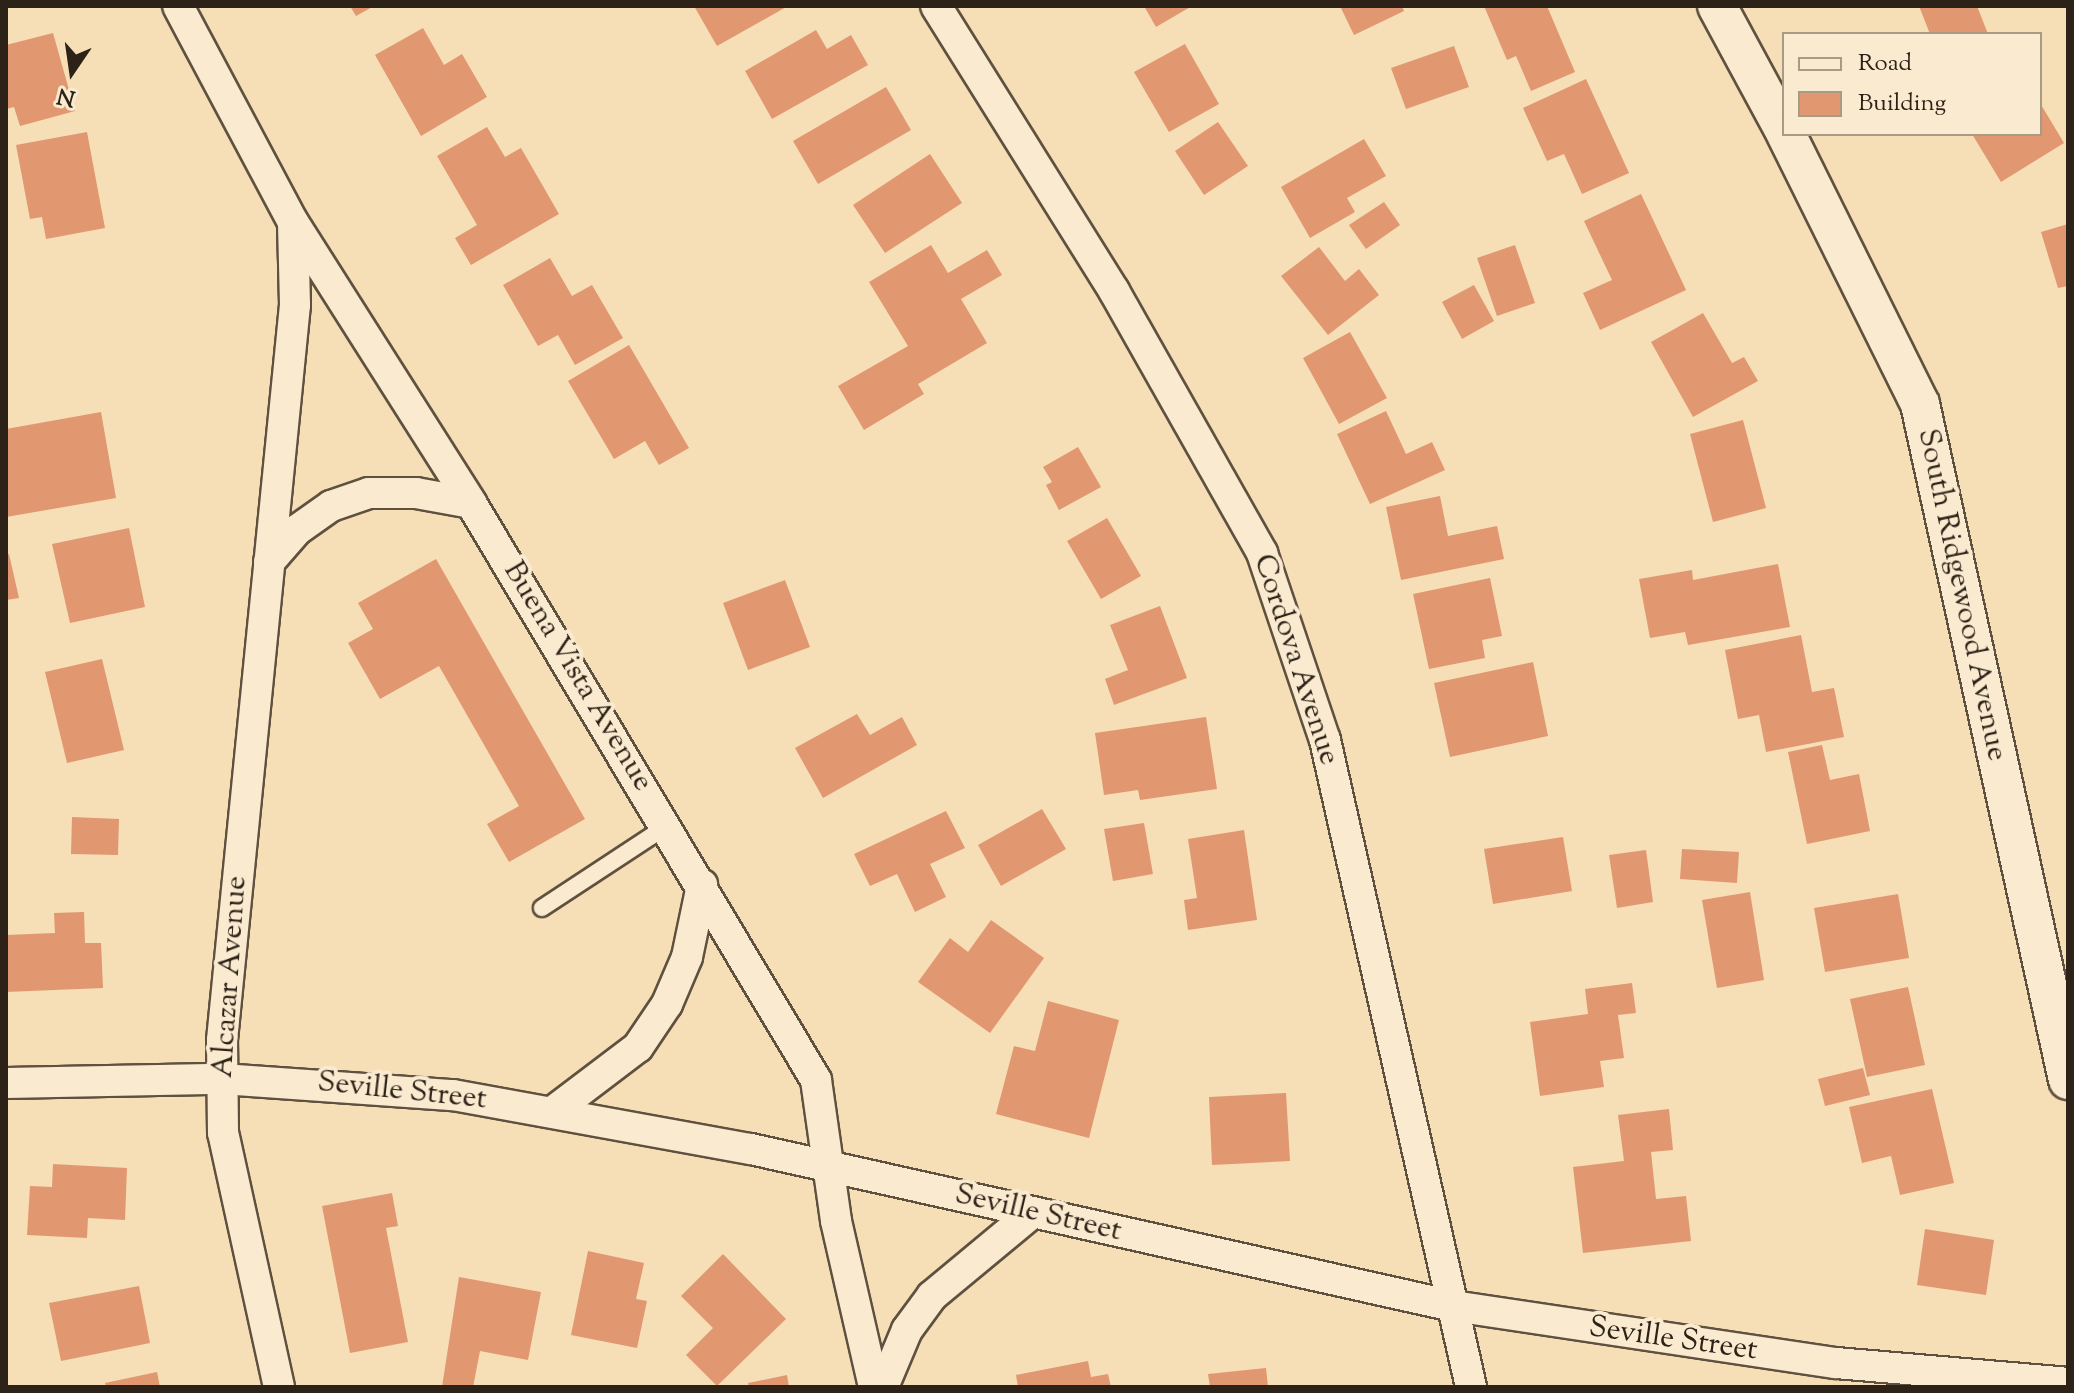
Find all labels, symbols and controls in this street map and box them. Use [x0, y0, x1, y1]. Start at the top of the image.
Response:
north arrow [32, 32, 112, 112]
legend [1782, 32, 2042, 136]
text: Road [1858, 47, 1912, 81]
text: N [54, 78, 79, 113]
text: Building [1858, 87, 1946, 121]
street label: South Ridgewood Avenue [1908, 426, 2014, 764]
street label: Cordova Avenue [1244, 550, 1346, 770]
street label: Buena Vista Avenue [494, 556, 660, 798]
street label: Alcazar Avenue [206, 875, 256, 1079]
street label: Seville Street [316, 1065, 488, 1119]
street label: Seville Street [951, 1177, 1125, 1251]
street label: Seville Street [1586, 1310, 1760, 1370]

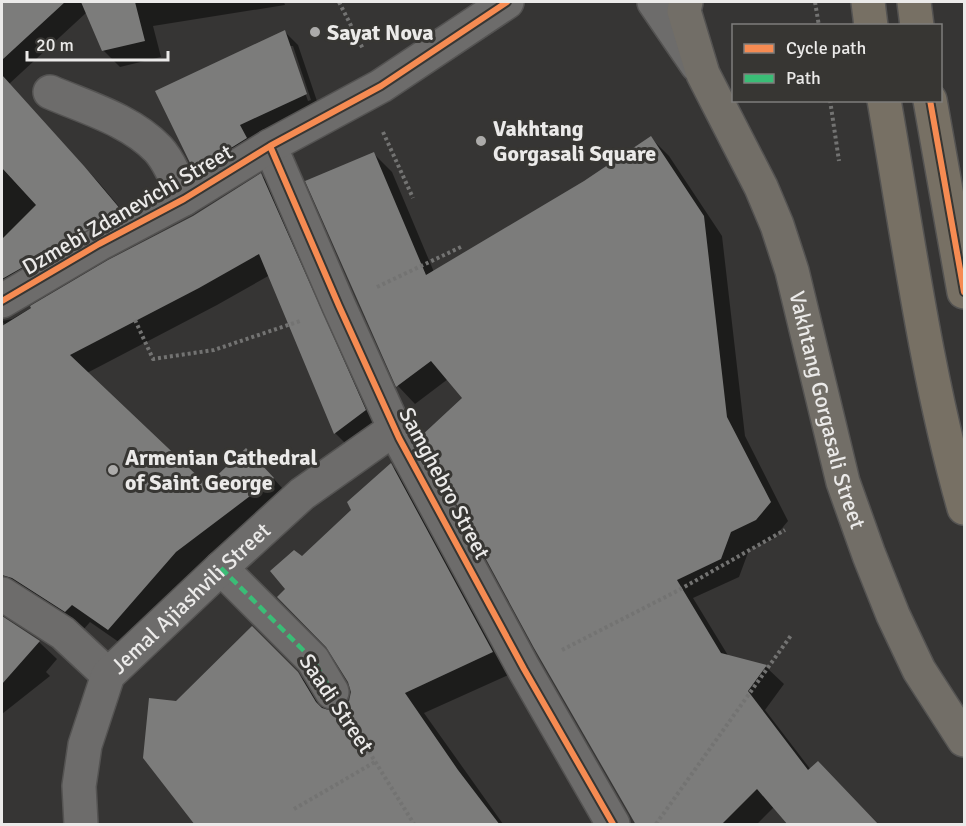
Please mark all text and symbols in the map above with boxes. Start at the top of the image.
place label: Sayat Nova [327,19,434,46]
scale bar [27,24,168,62]
legend [732,24,942,102]
marker: Sayat Nova [308,25,322,39]
text: 20 m [36,34,74,56]
text: Cycle path [786,37,866,59]
text: Path [786,67,821,89]
place label: Vakhtang Gorgasali Square [493,115,656,167]
marker: Vakhtang Gorgasali Square [474,134,488,148]
street label: Dzmebi Zdanevichi Street [17,138,237,281]
street label: Vakhtang Gorgasali Street [783,288,872,533]
street label: Samghebro Street [393,403,496,564]
place label: Armenian Cathedral of Saint George [125,444,317,496]
marker: Armenian Cathedral of Saint George [106,463,120,477]
street label: Jemal Ajiashvili Street [105,517,276,679]
street label: Saadi Street [293,648,380,758]

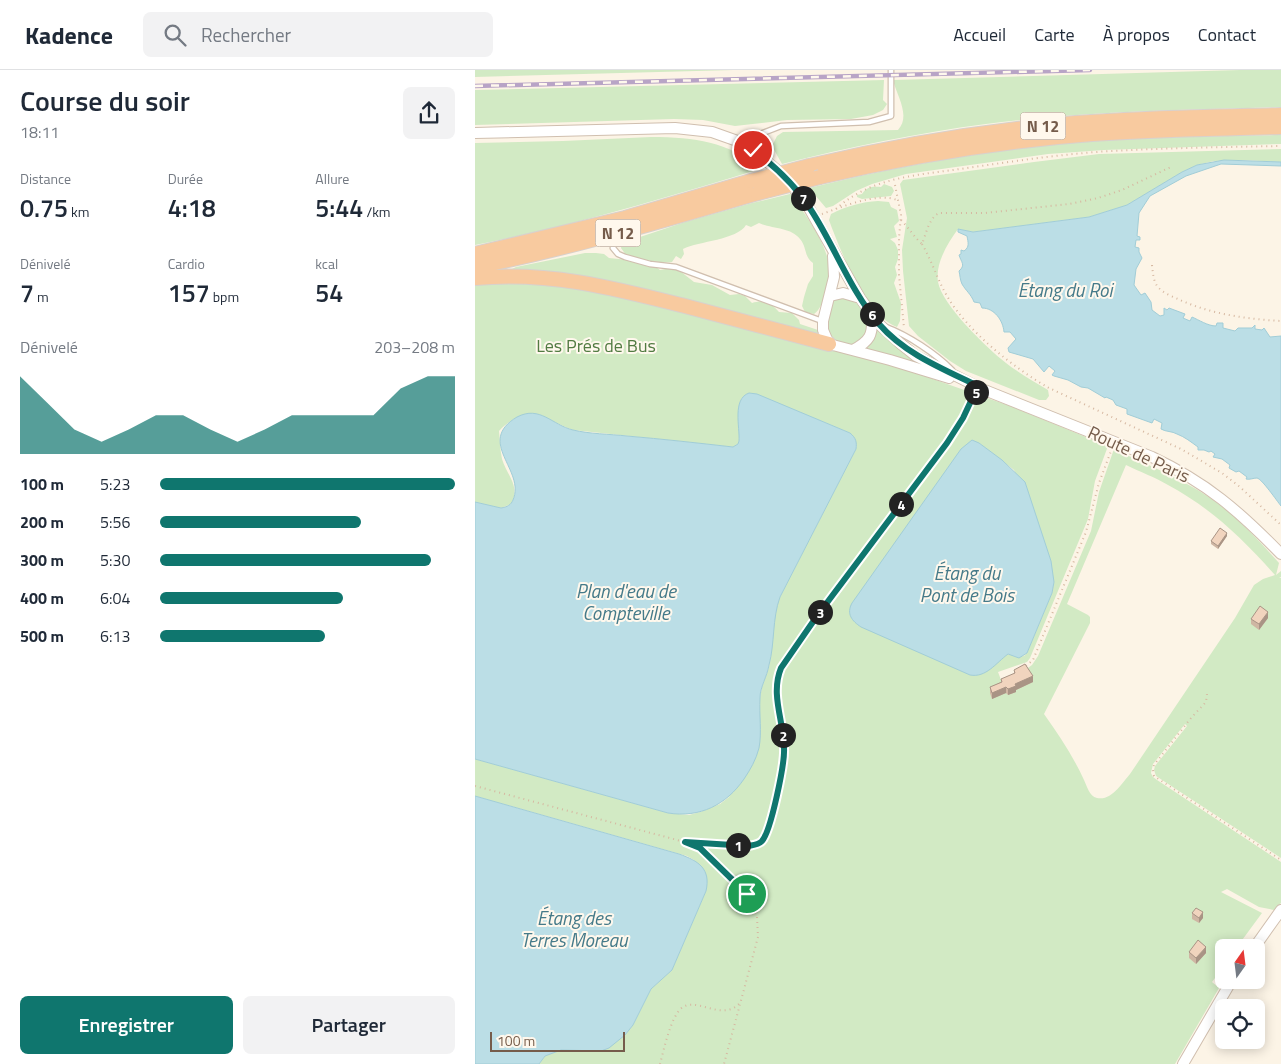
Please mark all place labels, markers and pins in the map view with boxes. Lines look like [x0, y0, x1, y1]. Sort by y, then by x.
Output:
pin [732, 129, 774, 171]
pin: 7 [791, 186, 815, 210]
pin: 6 [859, 302, 885, 326]
pin: 5 [963, 380, 989, 404]
pin: 4 [889, 492, 913, 516]
pin: 3 [807, 600, 833, 624]
pin: 2 [771, 722, 795, 748]
pin: 1 [725, 832, 751, 858]
pin [726, 873, 768, 915]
^^^^^^^^^^^^^^^^
What to produce:
Please transcribe every entry exactly as written, leaving the pictures out.

Your solution:
Find all labels, symbols and controls in this street map and box them. Use [x0, y0, x1, y1]. Start at the top of the image.
Response:
north arrow [32, 32, 112, 112]
legend [1782, 32, 2042, 136]
text: Road [1858, 47, 1912, 81]
text: N [54, 78, 79, 113]
text: Building [1858, 87, 1946, 121]
street label: South Ridgewood Avenue [1908, 426, 2014, 764]
street label: Cordova Avenue [1244, 550, 1346, 770]
street label: Buena Vista Avenue [494, 556, 660, 798]
street label: Alcazar Avenue [206, 875, 256, 1079]
street label: Seville Street [316, 1065, 488, 1119]
street label: Seville Street [951, 1177, 1125, 1251]
street label: Seville Street [1586, 1310, 1760, 1370]

Please mark all text and symbols in the map above with boxes. Start at the top of the image.
place label: Sayat Nova [327,19,434,46]
scale bar [27,24,168,62]
legend [732,24,942,102]
marker: Sayat Nova [308,25,322,39]
text: 20 m [36,34,74,56]
text: Cycle path [786,37,866,59]
text: Path [786,67,821,89]
place label: Vakhtang Gorgasali Square [493,115,656,167]
marker: Vakhtang Gorgasali Square [474,134,488,148]
street label: Dzmebi Zdanevichi Street [17,138,237,281]
street label: Vakhtang Gorgasali Street [783,288,872,533]
street label: Samghebro Street [393,403,496,564]
place label: Armenian Cathedral of Saint George [125,444,317,496]
marker: Armenian Cathedral of Saint George [106,463,120,477]
street label: Jemal Ajiashvili Street [105,517,276,679]
street label: Saadi Street [293,648,380,758]

Please mark all place labels, markers and pins in the map view with boxes. Lines look like [x0, y0, x1, y1]. Sort by y, then by x.
Output:
pin [732, 129, 774, 171]
pin: 7 [791, 186, 815, 210]
pin: 6 [859, 302, 885, 326]
pin: 5 [963, 380, 989, 404]
pin: 4 [889, 492, 913, 516]
pin: 3 [807, 600, 833, 624]
pin: 2 [771, 722, 795, 748]
pin: 1 [725, 832, 751, 858]
pin [726, 873, 768, 915]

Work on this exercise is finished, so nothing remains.